> TASK TO CARRY OUT
Among the entries that follow, some lines contain the word "Atölyesi". Show all of them.

Dataset items:
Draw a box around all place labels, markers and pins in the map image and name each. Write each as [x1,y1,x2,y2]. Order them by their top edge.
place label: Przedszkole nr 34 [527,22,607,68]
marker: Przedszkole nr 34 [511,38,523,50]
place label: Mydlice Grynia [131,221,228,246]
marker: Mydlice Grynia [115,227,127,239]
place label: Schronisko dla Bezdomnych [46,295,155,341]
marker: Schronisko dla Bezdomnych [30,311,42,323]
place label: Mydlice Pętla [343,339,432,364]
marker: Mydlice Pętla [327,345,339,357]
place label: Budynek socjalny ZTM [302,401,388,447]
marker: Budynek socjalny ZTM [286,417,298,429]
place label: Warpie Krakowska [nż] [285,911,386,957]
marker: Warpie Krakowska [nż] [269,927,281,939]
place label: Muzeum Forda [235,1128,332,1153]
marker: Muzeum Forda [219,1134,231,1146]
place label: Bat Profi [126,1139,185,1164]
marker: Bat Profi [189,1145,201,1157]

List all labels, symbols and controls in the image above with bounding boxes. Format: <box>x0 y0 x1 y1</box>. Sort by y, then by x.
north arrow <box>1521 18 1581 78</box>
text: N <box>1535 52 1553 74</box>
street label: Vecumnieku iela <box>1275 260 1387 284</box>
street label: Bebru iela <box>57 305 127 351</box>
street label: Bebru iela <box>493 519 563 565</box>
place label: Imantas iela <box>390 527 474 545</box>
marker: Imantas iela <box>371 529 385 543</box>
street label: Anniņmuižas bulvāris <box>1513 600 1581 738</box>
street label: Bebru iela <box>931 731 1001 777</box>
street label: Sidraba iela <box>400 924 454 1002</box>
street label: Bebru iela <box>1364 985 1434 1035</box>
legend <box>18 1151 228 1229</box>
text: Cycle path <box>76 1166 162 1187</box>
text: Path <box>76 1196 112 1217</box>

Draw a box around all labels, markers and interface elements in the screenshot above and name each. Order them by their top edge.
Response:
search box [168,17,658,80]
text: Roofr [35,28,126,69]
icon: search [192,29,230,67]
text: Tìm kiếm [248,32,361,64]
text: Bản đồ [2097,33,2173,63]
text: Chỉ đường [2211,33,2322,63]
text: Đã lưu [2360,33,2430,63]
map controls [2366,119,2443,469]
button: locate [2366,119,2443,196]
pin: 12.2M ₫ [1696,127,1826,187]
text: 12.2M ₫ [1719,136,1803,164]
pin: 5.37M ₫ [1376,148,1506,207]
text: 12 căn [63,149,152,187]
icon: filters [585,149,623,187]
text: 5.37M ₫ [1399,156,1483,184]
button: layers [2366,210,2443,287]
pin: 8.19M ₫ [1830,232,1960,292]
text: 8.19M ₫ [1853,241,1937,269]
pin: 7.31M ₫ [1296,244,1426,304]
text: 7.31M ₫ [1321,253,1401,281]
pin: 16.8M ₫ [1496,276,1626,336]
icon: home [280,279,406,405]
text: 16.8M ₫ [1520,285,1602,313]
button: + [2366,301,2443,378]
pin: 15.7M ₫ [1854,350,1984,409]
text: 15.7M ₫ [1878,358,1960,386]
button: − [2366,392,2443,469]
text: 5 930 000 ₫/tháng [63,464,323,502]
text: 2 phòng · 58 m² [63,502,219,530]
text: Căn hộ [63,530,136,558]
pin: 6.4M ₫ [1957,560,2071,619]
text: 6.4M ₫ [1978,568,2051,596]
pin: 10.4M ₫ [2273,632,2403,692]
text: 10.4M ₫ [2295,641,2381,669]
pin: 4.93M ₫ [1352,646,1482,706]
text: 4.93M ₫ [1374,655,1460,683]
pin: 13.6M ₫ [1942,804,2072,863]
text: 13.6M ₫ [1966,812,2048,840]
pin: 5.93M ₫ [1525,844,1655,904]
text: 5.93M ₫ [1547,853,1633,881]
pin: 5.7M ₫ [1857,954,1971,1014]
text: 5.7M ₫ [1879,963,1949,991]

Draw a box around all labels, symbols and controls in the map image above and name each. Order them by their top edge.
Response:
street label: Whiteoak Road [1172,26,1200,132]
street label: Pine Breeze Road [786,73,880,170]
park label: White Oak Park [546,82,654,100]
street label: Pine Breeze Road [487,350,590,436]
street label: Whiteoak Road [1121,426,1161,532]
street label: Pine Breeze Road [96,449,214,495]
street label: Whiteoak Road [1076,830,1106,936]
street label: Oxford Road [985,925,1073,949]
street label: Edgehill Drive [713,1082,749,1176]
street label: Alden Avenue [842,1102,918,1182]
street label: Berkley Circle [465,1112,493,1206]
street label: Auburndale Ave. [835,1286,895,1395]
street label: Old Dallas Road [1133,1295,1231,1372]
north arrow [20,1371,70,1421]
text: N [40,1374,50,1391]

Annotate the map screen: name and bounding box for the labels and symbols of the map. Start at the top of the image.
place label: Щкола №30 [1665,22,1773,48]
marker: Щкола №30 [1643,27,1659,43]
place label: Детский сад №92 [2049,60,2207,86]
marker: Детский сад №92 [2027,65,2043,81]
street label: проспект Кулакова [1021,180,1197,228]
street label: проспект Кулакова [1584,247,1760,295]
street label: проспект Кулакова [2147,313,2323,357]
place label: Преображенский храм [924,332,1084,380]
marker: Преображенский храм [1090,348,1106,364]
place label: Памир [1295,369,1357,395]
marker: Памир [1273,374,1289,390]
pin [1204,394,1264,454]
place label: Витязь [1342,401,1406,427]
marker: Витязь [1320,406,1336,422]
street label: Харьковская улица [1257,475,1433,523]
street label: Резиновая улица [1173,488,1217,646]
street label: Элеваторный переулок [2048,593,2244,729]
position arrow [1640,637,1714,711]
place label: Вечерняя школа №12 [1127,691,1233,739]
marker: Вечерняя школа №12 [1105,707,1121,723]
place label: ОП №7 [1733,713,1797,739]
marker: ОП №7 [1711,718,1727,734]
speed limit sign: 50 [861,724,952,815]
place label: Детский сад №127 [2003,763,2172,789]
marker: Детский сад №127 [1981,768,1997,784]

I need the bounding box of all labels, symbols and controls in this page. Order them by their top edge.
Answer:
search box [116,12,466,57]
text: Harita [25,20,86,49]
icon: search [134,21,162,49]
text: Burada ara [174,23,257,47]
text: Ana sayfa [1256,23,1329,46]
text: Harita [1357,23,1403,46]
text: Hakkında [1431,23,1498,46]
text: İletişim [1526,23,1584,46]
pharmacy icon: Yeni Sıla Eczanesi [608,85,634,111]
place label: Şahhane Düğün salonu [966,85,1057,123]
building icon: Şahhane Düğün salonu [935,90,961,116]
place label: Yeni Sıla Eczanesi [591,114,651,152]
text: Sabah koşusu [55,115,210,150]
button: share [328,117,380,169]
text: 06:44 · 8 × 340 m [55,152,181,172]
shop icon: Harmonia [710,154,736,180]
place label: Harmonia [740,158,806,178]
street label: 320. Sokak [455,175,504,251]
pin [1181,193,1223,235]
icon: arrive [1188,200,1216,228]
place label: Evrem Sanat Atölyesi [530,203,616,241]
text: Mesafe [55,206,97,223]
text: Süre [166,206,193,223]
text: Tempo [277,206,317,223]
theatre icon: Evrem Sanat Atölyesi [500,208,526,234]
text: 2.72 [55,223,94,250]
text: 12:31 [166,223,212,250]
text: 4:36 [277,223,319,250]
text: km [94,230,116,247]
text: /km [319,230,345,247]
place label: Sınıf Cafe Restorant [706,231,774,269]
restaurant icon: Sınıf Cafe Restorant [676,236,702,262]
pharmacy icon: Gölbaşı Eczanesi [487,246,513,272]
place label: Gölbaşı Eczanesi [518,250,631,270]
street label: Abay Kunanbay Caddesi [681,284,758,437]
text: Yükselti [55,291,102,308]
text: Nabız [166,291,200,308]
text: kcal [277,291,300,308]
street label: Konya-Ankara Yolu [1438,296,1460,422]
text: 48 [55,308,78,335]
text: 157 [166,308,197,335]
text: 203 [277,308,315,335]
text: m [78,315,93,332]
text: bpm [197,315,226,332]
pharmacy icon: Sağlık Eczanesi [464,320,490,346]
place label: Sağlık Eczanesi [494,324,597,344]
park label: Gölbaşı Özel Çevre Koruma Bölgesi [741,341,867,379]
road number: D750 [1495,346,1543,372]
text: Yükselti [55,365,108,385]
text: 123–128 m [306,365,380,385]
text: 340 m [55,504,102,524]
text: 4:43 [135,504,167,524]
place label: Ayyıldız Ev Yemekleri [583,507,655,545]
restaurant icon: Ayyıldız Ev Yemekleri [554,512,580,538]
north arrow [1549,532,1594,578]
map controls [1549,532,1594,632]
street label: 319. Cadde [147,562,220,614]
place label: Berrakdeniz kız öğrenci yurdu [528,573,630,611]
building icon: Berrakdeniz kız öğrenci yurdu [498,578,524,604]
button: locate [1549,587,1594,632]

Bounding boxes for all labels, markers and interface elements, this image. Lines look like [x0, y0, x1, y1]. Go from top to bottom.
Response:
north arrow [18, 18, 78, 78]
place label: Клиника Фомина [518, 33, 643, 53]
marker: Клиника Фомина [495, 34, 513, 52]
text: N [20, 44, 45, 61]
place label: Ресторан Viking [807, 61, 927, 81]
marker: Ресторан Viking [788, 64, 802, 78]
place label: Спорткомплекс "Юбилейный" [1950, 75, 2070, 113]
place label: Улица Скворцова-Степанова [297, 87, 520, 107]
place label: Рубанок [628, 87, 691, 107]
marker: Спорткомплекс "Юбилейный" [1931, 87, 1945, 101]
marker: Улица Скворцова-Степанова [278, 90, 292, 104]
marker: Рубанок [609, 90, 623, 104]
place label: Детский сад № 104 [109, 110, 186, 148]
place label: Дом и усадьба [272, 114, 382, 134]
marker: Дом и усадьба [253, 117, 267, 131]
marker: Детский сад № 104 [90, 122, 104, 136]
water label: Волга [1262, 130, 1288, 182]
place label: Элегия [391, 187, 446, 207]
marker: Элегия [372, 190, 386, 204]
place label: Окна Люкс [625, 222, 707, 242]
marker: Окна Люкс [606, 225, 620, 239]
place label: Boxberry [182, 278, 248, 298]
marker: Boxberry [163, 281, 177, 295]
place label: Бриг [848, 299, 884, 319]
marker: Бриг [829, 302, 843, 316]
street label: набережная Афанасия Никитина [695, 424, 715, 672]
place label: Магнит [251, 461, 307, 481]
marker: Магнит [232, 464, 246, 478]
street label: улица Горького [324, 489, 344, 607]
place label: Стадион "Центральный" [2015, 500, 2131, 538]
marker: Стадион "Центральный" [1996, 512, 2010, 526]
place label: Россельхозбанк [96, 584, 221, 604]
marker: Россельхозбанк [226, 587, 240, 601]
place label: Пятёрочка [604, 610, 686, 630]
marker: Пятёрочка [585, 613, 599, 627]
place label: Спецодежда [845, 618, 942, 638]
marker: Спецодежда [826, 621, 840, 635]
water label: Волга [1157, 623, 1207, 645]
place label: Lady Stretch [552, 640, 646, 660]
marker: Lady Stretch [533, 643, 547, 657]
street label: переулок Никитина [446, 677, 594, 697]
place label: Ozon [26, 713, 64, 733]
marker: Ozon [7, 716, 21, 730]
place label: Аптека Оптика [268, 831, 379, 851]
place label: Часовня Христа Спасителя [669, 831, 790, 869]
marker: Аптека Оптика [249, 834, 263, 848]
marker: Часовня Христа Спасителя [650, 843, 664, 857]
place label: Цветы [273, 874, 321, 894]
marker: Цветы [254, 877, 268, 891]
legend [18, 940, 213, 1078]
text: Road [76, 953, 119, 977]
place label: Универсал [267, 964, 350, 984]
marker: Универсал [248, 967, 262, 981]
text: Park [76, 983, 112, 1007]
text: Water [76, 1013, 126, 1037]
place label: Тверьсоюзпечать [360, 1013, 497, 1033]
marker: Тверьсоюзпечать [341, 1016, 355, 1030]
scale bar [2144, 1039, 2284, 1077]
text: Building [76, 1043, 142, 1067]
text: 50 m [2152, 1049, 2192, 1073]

> RESULT BELOW
place label: Evrem Sanat Atölyesi [530,203,616,241]
theatre icon: Evrem Sanat Atölyesi [500,208,526,234]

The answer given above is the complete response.